19 de abril de 2012

Traição

“Então era ela. Escondida entre as folhagens, iluminando com o olhar o avesso do espírito, o escuro do ser.”


Foi Maria quem acordou no meio da noite. Reluzente, com os sapatos de cetim e as fitas coloridas no cabelo esbranquiçado. Poderia estar enganando, poderia estar mentindo, poderia estar dormindo. Mas não, estava lá, de pé da cama, reluzindo como um lustre de antiquário. É ela, é ela que abana com o lençol enquanto você se despede da vida na janela todos os dias no fim da madrugada.

Maria, Maria com copo d'água na mão, Maria com as mãos na cabeça, Maria com a cabeça no copo d'água. Com seu vestido de camurça avermelhada, é ela. Poderia estar morrendo, poderia estar tendo um ataque cardíaco com ingestão de arsênico. Mas não, estava lá, sustentada por sedativos de cafeína. Enquanto você parte para um outro jogo, enquanto eles te dão o bilhete, enquanto papai fatura milhões, é ela quem dá o sorrisinho de canto de boca. De canto de parede.

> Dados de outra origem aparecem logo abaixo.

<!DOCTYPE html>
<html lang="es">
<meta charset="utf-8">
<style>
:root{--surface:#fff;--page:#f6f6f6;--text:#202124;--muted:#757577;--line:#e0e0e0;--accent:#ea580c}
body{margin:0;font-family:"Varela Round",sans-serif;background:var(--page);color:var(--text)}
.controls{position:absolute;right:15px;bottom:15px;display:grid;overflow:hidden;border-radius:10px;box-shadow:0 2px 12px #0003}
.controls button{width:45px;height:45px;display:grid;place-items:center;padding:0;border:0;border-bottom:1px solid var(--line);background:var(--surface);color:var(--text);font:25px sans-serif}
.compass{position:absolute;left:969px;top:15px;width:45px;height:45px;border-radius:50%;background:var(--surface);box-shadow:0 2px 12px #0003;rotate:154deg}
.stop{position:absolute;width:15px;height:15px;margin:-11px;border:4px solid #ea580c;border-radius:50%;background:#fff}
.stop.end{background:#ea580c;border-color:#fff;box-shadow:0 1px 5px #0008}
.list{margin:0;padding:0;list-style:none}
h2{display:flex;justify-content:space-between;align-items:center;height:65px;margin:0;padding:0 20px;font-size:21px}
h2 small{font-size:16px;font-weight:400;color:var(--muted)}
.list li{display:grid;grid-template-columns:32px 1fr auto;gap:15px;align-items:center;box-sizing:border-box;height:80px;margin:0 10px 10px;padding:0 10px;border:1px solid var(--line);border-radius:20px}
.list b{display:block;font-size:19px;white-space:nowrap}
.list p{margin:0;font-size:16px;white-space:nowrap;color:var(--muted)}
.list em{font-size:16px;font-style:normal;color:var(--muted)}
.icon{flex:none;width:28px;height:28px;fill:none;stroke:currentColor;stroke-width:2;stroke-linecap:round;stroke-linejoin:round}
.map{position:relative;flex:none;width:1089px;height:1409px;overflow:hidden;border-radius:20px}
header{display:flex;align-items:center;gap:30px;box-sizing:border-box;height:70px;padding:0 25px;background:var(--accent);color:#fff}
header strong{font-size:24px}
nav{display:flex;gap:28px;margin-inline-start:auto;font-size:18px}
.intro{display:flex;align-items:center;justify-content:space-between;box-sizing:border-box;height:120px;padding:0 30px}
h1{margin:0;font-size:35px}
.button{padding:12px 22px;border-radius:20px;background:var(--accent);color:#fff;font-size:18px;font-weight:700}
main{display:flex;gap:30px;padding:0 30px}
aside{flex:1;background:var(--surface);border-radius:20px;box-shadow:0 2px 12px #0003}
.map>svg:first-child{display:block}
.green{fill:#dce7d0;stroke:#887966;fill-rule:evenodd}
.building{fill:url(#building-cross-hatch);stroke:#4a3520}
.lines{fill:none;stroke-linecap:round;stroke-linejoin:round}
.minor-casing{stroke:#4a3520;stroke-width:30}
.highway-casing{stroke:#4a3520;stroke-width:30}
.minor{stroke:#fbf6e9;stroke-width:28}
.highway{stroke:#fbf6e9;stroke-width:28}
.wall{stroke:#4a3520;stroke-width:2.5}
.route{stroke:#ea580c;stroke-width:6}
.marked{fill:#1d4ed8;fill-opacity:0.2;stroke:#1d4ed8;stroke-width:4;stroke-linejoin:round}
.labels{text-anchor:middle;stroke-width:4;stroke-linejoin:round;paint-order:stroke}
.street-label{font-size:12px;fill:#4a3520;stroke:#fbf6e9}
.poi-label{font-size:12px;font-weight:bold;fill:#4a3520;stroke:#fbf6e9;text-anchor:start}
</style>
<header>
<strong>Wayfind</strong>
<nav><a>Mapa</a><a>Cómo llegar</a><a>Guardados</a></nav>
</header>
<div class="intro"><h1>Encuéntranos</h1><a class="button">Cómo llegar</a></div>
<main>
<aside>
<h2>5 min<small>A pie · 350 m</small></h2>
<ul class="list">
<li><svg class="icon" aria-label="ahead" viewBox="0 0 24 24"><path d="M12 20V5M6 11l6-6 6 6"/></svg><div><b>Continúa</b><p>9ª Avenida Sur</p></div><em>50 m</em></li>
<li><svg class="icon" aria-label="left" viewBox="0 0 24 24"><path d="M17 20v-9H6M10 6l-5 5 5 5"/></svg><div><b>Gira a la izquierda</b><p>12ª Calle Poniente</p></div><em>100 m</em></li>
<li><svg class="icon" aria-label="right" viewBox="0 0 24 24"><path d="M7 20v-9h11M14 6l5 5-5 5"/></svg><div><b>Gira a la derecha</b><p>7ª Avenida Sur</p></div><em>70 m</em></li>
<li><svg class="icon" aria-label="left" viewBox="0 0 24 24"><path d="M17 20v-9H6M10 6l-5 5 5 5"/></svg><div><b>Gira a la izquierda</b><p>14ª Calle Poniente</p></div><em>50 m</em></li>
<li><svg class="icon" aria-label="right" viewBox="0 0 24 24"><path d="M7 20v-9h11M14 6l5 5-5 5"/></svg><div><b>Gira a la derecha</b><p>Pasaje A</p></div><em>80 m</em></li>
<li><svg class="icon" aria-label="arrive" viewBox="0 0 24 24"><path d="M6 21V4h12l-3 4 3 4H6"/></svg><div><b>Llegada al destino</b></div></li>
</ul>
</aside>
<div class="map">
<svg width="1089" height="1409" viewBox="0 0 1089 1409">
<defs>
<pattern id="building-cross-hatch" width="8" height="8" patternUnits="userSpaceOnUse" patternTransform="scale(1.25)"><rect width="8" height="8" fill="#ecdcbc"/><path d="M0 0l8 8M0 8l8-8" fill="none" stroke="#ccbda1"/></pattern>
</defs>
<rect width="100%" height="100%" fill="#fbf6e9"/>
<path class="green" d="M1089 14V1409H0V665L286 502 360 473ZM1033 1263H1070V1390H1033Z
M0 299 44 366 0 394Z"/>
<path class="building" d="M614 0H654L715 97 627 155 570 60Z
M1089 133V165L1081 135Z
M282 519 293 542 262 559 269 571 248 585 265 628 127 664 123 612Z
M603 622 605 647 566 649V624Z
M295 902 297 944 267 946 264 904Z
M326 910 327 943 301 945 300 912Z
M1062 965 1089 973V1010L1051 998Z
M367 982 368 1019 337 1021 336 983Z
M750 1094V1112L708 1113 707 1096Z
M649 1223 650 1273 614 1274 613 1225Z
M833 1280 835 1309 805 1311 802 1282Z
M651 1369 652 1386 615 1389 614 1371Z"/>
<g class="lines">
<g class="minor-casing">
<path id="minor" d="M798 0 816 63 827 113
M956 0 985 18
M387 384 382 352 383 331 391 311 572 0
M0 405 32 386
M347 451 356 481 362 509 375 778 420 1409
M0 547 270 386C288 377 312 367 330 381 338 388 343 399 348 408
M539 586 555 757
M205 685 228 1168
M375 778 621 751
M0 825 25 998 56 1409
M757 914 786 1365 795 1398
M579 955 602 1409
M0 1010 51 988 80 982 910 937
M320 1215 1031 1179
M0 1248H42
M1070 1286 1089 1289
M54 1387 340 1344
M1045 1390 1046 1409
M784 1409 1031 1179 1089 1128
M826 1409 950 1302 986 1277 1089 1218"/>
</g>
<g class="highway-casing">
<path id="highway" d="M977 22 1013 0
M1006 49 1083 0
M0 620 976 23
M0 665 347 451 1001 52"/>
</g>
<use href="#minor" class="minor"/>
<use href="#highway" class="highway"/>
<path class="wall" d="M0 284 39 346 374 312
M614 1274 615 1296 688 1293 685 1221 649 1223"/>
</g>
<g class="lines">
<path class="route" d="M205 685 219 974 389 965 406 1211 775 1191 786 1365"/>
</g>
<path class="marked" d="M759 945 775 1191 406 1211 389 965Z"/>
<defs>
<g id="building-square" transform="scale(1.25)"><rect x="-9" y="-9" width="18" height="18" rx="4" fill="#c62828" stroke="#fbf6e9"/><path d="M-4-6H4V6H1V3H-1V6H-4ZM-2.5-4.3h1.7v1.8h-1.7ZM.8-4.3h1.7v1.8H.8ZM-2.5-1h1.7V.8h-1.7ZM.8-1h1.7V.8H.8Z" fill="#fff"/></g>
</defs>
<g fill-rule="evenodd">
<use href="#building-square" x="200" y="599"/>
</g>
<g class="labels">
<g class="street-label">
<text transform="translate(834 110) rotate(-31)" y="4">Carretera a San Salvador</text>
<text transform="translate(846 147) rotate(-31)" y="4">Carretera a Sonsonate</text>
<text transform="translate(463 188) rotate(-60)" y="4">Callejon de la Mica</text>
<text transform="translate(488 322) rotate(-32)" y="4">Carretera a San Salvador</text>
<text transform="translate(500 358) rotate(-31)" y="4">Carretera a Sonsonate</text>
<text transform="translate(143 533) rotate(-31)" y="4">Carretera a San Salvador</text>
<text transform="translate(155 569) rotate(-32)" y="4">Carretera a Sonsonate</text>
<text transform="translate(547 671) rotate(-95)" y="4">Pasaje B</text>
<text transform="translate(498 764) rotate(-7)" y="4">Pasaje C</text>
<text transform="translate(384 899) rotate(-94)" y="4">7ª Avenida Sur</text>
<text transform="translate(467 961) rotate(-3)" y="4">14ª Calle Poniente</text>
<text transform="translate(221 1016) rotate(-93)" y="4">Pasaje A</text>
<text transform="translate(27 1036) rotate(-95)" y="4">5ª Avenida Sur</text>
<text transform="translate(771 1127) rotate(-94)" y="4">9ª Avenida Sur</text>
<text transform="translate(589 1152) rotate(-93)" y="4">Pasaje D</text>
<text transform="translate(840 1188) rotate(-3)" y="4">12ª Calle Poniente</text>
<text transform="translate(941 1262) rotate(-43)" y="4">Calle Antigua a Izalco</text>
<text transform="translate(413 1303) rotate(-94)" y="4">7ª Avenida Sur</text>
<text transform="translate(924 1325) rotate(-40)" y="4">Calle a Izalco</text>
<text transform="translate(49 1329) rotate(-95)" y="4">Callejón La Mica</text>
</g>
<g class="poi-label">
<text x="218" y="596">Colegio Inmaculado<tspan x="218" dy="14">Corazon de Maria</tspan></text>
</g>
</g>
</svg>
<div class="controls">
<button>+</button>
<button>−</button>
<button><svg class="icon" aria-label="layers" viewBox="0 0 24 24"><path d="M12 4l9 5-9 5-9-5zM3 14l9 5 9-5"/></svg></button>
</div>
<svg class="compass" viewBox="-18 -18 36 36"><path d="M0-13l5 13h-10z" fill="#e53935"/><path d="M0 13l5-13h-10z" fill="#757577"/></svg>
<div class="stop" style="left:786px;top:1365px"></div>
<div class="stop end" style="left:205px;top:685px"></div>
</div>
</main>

Sentada sobre as pernas, torcendo dedos e esvoaçando o cabelo, Maria pensa. Maria decide sobre avançar uma casa, avançar um patamar. Maria pensa sobre o beijo não dado, sobre o sexo de todas as noites, sobre o que poderia fazer com quem se aproximou demais. Maria, no tapete de bolinhas de alumínio, pensa sobre o homem misterioso do gabinete vizinho. Olhando as horas, contando relógios, é ela.

Do alto do salto precipita-se para uma queda livre. Olha pra baixo, vira as janelas, tampa as panelas. Essa vida de dona de casa, essa vida de supermercado de Maria. Ela realmente quer rolar, quer se jogar escada abaixo e transitar pela atenção não recebida. De mãos unidas e anéis dados, de braços cruzados e semblante calculado, é ela. Vai dar um passo e estender sobre a razão um pano de prato.

Dentro da gaveta, fechada sob a tampa da caixinha de música, é ela. Maria bailarina, Maria modesta menina, Maria da cordinha. Vai vazando como som que encanta, vai soando como canto que hipnotiza. Adeus, adeus, diz ao reflexo do espelho de todos os dias. Poderia estar pensando, poderia estar tomando pílulas de tarja-preta. Mas não, Maria estava apenas ressonando, suando, zunindo. Sumindo pelos gramados, se adornando de folhas verdes, amarrando o cabelo em coque, tornando-se inalcançável. É ela.

17 de abril de 2012

Get in love, get out of

Ligado.

Como luz. Como água que desagua, irrompe, estraga, destrói, constrói e derrama-se pelos olhos de quem fica pra trás. Como luz que queima, transborda, percorre, leva e mostra. Como conexões de humanos cheios das humanidades.

Desligado.

Fica pra trás. Deixado, esquecido, escurecido. Tudo é escuro, ainda que brilhe sob a folha verde o foco de luz da lágrima escorrida, insistente e dolorida. Alguém que entoa um canto doentio e persistente, esquecida, elo quebrado da corrente, esfriada. Deixada pra trás.

Ligado.

E faz-se caminho, e faz-se a passos largos ou alargados novos rumos de uma estória que poderá, um dia, constituir história. Como contos de rua, como conversas de porta, como o causo que saiu no último instante da visita que ampliou, no alpendre, a despedida. Histórias de poste provido de lâmpada enfraquecida, amarelada. Fatos de folhas secas, fatos de folhas empoeiradas de jornal. Fatos. E fotos, para que se mantenha permanente a figura de quem já foi, um dia, o dono de seu coração.

Desligado.

Com um toque para baixo, nada mais se vê, nada mais além do que está permanentemente, e nem tanto assim, gravado na memória. Mas a memória é demasiadamente composta de humanidades e, assim sendo, há de esquecer um dia, quando a dita-cuja lembrança não se fizer mais dolorida ou fonte de risada. Com um toque que pressiona para baixo, tudo é escuridão, tudo se desmonta – embora não se apague. Sem sombra não se nota minha existência, ainda que, enquanto consciente, eu tenha a certeza de que aqui estou.